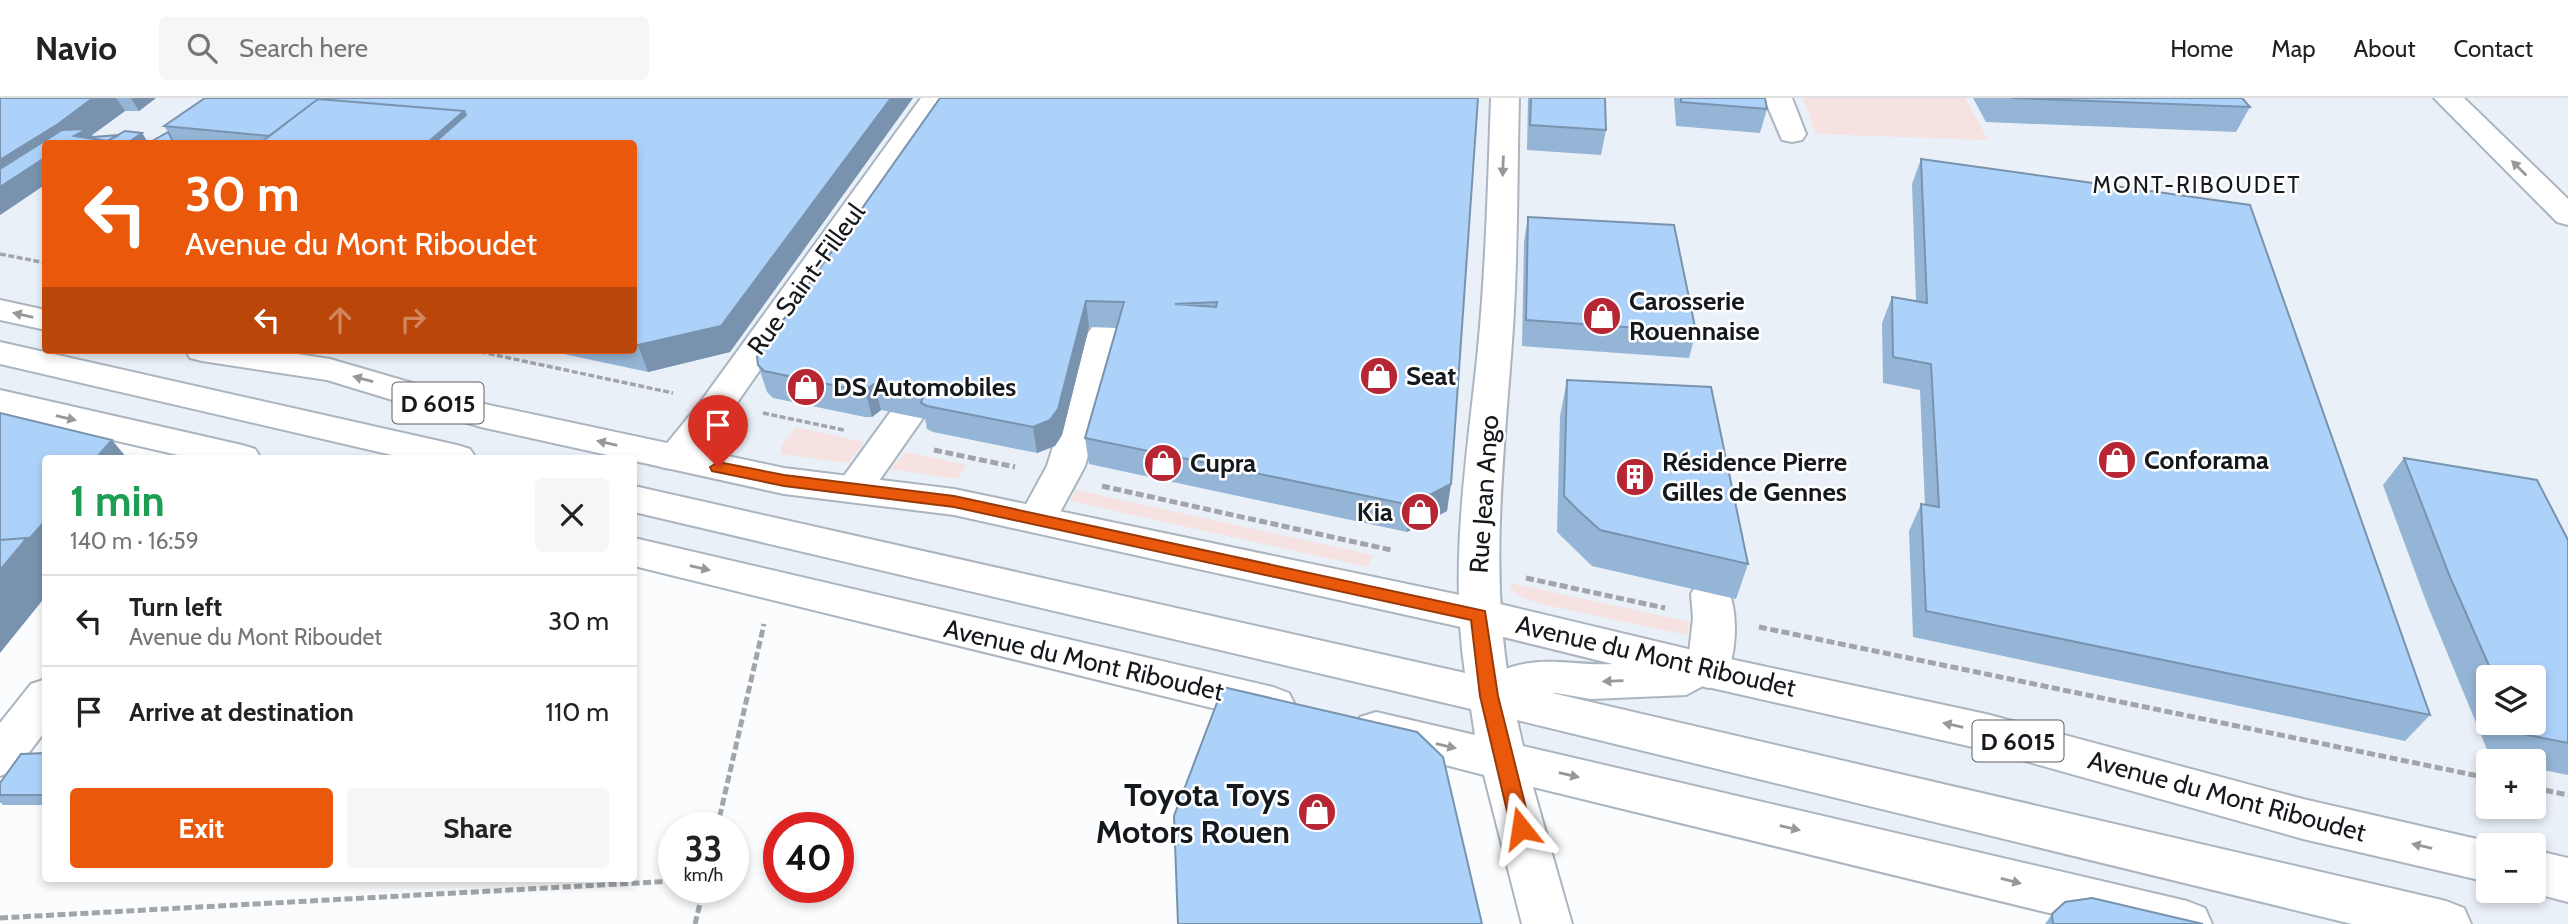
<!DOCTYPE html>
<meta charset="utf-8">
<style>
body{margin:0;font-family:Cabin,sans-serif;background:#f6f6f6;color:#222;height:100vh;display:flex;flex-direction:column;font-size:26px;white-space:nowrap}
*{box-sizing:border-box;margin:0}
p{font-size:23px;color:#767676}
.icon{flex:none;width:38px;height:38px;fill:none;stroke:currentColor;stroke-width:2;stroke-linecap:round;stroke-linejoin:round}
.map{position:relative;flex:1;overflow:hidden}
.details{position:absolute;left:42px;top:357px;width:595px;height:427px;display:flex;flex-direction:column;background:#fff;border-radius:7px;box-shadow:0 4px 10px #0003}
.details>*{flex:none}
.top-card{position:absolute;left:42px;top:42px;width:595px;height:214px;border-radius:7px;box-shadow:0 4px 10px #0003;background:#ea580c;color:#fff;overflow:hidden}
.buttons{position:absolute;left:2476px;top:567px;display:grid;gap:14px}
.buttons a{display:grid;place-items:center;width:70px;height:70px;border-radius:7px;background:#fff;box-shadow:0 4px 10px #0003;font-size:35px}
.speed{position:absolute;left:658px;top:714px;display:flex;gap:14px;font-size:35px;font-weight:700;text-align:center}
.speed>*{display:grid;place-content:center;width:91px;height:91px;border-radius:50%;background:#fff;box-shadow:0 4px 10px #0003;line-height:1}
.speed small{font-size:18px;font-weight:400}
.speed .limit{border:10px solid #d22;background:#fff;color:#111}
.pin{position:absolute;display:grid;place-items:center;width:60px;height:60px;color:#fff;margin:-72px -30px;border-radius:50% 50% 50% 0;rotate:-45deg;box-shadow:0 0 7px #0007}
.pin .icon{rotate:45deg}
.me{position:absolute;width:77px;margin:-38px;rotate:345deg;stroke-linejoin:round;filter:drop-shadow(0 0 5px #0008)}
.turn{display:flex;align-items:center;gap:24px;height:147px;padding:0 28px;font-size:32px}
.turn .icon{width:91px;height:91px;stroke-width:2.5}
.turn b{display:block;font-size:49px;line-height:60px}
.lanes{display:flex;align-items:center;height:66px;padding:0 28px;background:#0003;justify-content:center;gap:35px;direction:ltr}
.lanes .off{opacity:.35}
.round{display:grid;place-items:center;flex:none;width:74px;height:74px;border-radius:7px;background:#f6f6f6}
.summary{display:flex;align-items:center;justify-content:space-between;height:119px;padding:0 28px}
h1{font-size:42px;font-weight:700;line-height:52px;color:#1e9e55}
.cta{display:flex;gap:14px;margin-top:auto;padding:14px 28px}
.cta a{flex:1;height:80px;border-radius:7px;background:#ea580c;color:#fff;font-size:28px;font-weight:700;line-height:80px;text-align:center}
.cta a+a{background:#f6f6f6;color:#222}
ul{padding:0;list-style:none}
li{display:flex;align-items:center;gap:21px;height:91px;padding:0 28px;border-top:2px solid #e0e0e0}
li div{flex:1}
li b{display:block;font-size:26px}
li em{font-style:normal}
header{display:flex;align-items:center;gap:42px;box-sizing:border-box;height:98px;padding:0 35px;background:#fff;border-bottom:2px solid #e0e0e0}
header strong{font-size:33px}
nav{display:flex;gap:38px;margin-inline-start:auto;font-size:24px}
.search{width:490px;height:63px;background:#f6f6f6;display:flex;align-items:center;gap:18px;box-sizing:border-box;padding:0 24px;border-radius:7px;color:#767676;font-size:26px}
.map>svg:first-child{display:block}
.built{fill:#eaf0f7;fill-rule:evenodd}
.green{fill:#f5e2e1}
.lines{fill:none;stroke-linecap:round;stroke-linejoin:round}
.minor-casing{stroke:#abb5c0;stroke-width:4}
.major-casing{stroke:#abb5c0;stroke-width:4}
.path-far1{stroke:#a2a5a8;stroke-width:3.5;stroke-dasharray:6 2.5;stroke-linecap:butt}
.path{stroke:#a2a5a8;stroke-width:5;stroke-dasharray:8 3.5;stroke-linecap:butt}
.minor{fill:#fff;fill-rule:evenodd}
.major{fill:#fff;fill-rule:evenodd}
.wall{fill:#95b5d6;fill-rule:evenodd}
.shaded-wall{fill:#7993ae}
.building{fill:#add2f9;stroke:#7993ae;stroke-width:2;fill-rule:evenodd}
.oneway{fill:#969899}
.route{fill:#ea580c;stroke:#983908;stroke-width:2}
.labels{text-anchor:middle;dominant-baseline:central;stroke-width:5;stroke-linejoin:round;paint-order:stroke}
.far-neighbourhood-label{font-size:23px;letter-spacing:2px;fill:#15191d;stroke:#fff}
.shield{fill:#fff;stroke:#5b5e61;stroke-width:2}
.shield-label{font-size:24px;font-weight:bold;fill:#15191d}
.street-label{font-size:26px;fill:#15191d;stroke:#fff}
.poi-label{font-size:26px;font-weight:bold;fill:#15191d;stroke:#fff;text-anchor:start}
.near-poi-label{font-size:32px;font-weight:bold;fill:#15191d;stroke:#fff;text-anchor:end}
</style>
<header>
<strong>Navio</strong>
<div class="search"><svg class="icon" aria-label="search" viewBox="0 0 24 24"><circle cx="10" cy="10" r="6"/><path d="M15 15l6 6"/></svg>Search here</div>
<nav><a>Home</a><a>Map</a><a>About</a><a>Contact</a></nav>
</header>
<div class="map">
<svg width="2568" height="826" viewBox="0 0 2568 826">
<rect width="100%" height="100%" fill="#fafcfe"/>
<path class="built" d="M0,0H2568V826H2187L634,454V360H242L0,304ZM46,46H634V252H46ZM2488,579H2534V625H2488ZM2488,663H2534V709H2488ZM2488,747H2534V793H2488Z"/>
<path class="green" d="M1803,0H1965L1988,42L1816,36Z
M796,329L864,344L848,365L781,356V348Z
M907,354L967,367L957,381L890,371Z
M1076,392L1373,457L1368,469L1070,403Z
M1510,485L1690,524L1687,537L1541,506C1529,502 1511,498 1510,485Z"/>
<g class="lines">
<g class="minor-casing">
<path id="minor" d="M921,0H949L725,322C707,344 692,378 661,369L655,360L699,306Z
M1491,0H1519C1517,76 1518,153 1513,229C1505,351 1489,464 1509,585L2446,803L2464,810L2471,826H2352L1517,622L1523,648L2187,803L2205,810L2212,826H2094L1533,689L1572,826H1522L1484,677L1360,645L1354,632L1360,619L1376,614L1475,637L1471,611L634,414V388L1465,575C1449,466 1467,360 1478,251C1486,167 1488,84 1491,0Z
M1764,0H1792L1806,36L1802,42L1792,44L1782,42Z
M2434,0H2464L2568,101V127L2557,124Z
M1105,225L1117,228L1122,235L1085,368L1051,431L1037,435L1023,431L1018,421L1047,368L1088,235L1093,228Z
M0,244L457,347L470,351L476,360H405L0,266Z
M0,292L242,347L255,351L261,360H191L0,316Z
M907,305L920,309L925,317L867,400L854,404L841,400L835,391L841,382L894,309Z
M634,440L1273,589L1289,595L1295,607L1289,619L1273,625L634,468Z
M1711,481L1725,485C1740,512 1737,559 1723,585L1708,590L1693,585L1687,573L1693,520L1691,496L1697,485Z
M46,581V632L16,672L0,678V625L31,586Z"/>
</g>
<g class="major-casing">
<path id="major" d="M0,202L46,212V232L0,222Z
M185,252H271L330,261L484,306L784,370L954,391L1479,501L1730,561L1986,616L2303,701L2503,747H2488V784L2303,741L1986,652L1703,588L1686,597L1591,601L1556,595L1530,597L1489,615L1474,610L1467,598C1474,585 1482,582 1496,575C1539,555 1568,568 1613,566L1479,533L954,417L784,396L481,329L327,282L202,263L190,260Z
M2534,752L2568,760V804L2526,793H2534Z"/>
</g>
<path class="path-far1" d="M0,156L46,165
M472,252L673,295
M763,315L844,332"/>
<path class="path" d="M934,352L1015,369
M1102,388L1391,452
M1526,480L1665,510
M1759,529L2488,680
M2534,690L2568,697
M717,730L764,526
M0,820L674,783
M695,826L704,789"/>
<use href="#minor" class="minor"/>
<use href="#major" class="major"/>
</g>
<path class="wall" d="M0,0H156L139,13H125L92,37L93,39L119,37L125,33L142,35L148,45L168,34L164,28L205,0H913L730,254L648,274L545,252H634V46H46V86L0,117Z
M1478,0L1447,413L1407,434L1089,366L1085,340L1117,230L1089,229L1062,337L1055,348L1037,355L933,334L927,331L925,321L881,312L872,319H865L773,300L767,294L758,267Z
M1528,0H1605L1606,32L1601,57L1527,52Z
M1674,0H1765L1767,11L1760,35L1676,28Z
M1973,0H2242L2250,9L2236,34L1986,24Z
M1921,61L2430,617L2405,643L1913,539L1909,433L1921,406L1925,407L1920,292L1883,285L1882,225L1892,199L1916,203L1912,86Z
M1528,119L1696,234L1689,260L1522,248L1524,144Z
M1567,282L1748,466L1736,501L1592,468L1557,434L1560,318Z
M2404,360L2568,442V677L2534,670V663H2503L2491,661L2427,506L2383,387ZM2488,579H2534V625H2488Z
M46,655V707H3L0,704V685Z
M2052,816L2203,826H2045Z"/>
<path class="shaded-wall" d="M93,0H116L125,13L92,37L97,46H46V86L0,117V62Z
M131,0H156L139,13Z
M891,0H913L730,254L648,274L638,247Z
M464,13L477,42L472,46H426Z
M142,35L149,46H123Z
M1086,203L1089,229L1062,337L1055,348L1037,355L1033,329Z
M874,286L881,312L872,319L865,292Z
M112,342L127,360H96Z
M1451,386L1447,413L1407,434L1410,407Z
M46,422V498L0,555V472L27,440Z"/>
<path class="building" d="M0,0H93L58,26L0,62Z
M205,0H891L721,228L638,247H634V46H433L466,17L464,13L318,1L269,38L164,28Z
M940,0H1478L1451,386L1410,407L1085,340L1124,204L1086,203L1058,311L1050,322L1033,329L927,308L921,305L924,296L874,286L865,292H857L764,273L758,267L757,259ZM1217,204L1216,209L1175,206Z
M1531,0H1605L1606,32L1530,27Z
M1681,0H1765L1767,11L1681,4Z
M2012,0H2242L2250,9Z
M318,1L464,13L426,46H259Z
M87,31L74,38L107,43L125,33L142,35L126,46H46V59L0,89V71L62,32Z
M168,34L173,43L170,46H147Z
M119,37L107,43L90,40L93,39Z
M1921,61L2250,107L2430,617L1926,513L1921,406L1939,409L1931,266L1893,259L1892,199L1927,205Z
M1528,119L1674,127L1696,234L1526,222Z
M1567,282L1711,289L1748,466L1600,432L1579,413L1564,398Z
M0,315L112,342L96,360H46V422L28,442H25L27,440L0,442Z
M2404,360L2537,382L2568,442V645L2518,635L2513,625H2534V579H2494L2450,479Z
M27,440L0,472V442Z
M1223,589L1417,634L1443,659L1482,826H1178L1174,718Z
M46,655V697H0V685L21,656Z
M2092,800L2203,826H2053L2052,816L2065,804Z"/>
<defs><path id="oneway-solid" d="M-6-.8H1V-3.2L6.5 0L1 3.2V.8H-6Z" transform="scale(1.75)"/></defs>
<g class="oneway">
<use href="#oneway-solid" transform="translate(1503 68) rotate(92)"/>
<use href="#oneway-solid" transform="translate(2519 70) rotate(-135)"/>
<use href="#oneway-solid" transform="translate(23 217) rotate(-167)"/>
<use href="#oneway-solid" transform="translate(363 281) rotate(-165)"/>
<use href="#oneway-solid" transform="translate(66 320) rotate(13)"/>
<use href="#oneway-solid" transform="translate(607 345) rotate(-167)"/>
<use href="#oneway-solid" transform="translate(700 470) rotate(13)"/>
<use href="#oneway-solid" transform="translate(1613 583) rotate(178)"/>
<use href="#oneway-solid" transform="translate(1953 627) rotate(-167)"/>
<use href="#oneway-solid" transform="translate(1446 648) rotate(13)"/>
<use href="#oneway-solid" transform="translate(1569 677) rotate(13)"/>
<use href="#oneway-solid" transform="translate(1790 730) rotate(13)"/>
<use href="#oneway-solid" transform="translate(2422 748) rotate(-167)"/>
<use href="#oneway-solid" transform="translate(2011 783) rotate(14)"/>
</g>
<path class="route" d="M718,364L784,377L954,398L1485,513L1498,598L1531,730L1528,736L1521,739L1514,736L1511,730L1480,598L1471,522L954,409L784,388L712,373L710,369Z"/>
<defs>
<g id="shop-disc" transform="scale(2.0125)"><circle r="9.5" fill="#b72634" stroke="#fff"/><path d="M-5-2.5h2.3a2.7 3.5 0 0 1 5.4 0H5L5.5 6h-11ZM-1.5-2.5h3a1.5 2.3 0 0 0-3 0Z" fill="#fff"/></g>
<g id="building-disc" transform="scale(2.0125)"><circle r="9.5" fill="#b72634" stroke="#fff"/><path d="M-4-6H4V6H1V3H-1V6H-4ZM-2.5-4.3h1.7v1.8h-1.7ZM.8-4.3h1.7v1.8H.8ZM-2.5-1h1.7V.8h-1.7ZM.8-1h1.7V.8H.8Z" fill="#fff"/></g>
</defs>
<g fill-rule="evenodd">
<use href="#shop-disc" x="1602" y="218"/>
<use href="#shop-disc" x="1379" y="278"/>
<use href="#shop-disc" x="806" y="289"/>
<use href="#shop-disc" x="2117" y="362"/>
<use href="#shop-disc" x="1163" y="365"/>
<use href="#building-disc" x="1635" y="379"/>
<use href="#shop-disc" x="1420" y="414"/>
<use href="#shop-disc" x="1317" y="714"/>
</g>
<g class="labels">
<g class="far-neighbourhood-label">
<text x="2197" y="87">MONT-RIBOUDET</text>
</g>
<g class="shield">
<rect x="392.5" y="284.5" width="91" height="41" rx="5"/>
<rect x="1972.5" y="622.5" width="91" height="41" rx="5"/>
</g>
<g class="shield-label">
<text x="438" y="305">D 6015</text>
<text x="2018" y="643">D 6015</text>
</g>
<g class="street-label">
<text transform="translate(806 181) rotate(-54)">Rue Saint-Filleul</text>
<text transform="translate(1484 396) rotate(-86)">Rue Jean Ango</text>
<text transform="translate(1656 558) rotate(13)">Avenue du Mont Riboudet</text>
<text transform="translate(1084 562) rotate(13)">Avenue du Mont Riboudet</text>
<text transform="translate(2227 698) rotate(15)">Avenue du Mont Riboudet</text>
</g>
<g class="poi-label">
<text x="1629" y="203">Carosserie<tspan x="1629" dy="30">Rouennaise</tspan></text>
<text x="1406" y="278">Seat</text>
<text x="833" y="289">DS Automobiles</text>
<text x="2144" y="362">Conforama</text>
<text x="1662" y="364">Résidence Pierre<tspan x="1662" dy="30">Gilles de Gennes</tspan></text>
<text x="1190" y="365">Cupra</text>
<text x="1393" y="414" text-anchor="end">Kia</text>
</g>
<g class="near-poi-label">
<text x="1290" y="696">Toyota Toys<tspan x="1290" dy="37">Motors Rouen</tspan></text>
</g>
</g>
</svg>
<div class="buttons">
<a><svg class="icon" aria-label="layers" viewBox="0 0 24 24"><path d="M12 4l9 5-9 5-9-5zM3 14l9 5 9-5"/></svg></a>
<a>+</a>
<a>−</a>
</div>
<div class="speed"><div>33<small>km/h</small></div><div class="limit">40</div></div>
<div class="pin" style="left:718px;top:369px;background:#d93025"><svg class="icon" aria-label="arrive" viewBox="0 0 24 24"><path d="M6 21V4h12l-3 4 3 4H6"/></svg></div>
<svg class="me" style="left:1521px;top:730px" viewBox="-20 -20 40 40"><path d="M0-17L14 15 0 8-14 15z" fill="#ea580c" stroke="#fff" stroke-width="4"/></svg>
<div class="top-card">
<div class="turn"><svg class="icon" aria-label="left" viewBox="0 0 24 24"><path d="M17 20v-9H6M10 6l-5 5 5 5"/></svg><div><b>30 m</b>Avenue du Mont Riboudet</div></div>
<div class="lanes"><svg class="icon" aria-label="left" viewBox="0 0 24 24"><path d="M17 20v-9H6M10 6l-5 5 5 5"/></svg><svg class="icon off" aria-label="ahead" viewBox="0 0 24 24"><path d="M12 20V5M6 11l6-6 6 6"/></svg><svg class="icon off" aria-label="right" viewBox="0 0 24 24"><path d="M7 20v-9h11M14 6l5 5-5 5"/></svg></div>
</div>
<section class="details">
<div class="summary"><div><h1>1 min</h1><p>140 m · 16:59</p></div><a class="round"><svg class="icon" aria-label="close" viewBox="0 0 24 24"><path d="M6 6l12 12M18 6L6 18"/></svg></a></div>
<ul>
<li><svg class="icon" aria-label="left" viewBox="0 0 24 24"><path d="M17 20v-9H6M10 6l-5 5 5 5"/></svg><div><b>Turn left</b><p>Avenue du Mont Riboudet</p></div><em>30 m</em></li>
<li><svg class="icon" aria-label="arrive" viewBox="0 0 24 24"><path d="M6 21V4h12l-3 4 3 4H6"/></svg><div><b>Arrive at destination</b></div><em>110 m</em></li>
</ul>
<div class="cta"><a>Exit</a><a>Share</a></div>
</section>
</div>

Required action: Every line of the data that includes the word "small" should be copied.

Answer for the task:
.speed small{font-size:18px;font-weight:400}
<div class="speed"><div>33<small>km/h</small></div><div class="limit">40</div></div>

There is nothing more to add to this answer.